Instructions for the task: Produce an exact transcription of every entry.

Data listing:
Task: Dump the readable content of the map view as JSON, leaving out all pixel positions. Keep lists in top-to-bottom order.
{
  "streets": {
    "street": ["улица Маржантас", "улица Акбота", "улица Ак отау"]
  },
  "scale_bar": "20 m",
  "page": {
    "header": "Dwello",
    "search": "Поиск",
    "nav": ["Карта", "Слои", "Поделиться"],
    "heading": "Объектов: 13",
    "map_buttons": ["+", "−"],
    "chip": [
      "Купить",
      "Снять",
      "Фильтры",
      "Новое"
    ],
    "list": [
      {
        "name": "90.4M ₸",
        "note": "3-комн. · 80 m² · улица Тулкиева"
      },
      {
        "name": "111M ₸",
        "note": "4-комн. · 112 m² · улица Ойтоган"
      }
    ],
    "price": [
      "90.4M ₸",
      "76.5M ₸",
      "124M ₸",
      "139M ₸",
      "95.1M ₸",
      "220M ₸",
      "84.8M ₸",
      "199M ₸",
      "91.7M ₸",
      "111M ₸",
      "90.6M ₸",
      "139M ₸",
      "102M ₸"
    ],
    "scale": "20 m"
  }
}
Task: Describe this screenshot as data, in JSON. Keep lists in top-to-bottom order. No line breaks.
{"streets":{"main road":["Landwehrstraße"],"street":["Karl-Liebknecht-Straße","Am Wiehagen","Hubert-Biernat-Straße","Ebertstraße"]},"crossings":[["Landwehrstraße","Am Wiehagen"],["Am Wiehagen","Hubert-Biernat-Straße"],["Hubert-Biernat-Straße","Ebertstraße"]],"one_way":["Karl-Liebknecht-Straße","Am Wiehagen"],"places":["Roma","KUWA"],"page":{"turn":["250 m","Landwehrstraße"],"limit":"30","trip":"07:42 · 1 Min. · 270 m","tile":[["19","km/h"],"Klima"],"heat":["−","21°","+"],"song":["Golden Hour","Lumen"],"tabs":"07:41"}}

Task solution:
Task: Dump the readable content of the map view as JSON, leaving out all pixel positions. Keep lists in top-to-bottom order.
{
  "streets": {
    "street": ["улица Маржантас", "улица Акбота", "улица Ак отау"]
  },
  "scale_bar": "20 m",
  "page": {
    "header": "Dwello",
    "search": "Поиск",
    "nav": ["Карта", "Слои", "Поделиться"],
    "heading": "Объектов: 13",
    "map_buttons": ["+", "−"],
    "chip": [
      "Купить",
      "Снять",
      "Фильтры",
      "Новое"
    ],
    "list": [
      {
        "name": "90.4M ₸",
        "note": "3-комн. · 80 m² · улица Тулкиева"
      },
      {
        "name": "111M ₸",
        "note": "4-комн. · 112 m² · улица Ойтоган"
      }
    ],
    "price": [
      "90.4M ₸",
      "76.5M ₸",
      "124M ₸",
      "139M ₸",
      "95.1M ₸",
      "220M ₸",
      "84.8M ₸",
      "199M ₸",
      "91.7M ₸",
      "111M ₸",
      "90.6M ₸",
      "139M ₸",
      "102M ₸"
    ],
    "scale": "20 m"
  }
}
Task: Describe this screenshot as data, in JSON. Keep lists in top-to-bottom order. No line breaks.
{"streets":{"main road":["Landwehrstraße"],"street":["Karl-Liebknecht-Straße","Am Wiehagen","Hubert-Biernat-Straße","Ebertstraße"]},"crossings":[["Landwehrstraße","Am Wiehagen"],["Am Wiehagen","Hubert-Biernat-Straße"],["Hubert-Biernat-Straße","Ebertstraße"]],"one_way":["Karl-Liebknecht-Straße","Am Wiehagen"],"places":["Roma","KUWA"],"page":{"turn":["250 m","Landwehrstraße"],"limit":"30","trip":"07:42 · 1 Min. · 270 m","tile":[["19","km/h"],"Klima"],"heat":["−","21°","+"],"song":["Golden Hour","Lumen"],"tabs":"07:41"}}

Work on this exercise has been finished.